Table 1 presents the demographic characteristics of the 243 respondents, providing an overview of their background and professional experience. The results show that the majority of participants were male (66.7%), with females constituting 33.3% of the sample, reflecting a gender composition typical of technology-oriented and knowledge-intensive sectors. Most respondents were between 26 and 30 years of age (35.8%), followed by 31–35 years (23.9%), indicating that the sample primarily consisted of early-to-mid-career professionals actively involved in digital and innovation processes. In terms of education, a large proportion held a master’s degree (47.3%), while 31.3% possessed a bachelor’s degree and 21.4% had a doctoral degree, demonstrating a highly educated sample suited for examining knowledge integration and innovation capability. In total, 58.4% of the participants were employed in the private sector and 41.6% were employed in the public sector, ensuring diverse organizational representation. Most respondents had 2–10 years of work experience (63.8%), suggesting that they were experienced enough to understand organizational learning, digital ecosystems, and AI-enabled practices, making their perspectives valuable for understanding the relationships investigated in this research.

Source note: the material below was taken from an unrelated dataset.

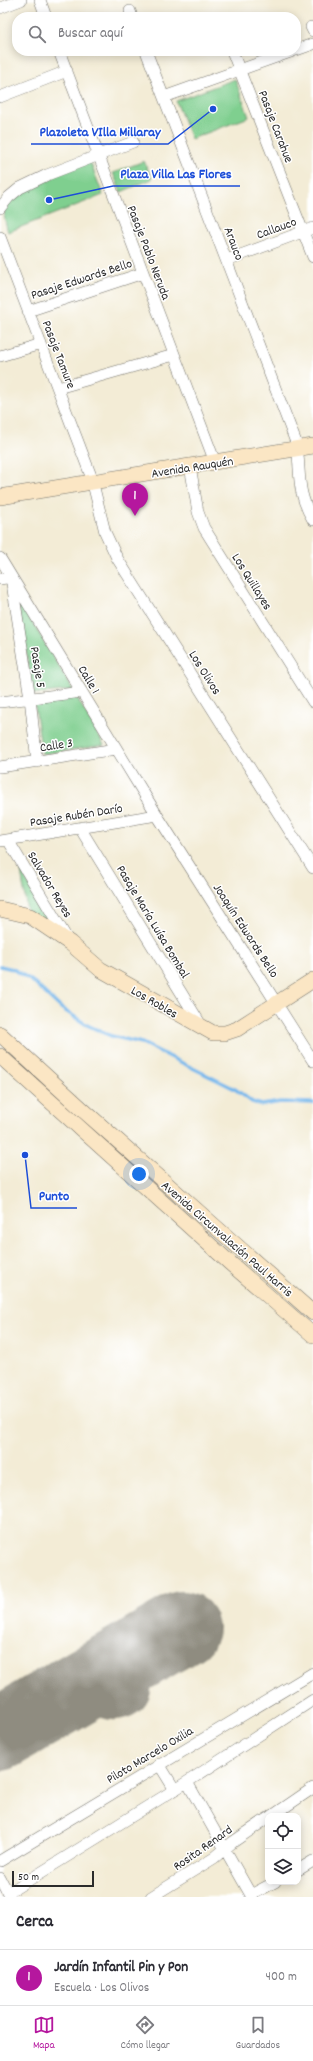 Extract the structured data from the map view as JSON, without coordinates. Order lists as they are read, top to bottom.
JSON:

Table 2 shows the descriptive statistics of the key variables in this study. The mean scores for AI-enabled knowledge integration (4.12), digital ecosystem connectivity (4.05), knowledge agility (4.00), digital trust (4.08), and knowledge innovation capability (4.03) indicate that most respondents perceive these constructs to be at moderate levels in their organizations. The standard deviations (0.56 to 0.60) imply average variability in responses among participants. These findings provide preliminary insight into digital capability, trust, and knowledge-related processes in the sampled organizations.

Table 3 provides the Pearson correlation coefficients of the study variables, and all the correlations are positive and significant at the 0.01 level. AK-based knowledge integration is positively related to knowledge agility (r = 0.55) and knowledge innovation capability (r = 0.50), and digital ecosystem connectivity is strongly linked to knowledge agility (r = 0.50) and knowledge innovation capability (r = 0.48). Knowledge innovation capability is also strongly correlated with knowledge agility (r = 0.65), and digital trust is positively correlated with knowledge agility (r = 0.61) and knowledge innovation capability (r = 0.58). These findings show, as expected, that all constructs are interconnected, which is initial empirical evidence supporting the hypotheses. Further analysis was conducted with SEM.

Table 4 presents the results of the reliability and validity analyses for all constructs included in this study. Construct reliability was assessed using Cronbach’s alpha and composite reliability (rho_a and rho_c), while convergent validity was evaluated through the average variance extracted (AVE). All constructs demonstrated satisfactory reliability, with values exceeding the commonly accepted threshold of 0.70, indicating strong internal consistency among items. The Cronbach’s alpha values ranged from 0.796 for knowledge recombination ability to 0.927 for AI-enabled knowledge integration, suggesting that the items within each construct consistently measure the same underlying dimension. Similarly, the composite reliability values (rho_a and rho_c) were well above the benchmark of 0.70, indicating that the constructs possess high levels of reliability and stability. The AVE values, all above 0.60, confirm that each construct explains more than 50 percent of the variance of its indicators, thus establishing convergent validity. Specifically, AI-enabled knowledge integration (AVE = 0.773) and knowledge sensing speed (AVE = 0.780) showed particularly high convergent validity, reflecting the robustness of measurement in these dimensions. Overall, the results in Table 1 confirm that the measurement model is reliable and valid, providing a solid foundation for further structural analysis.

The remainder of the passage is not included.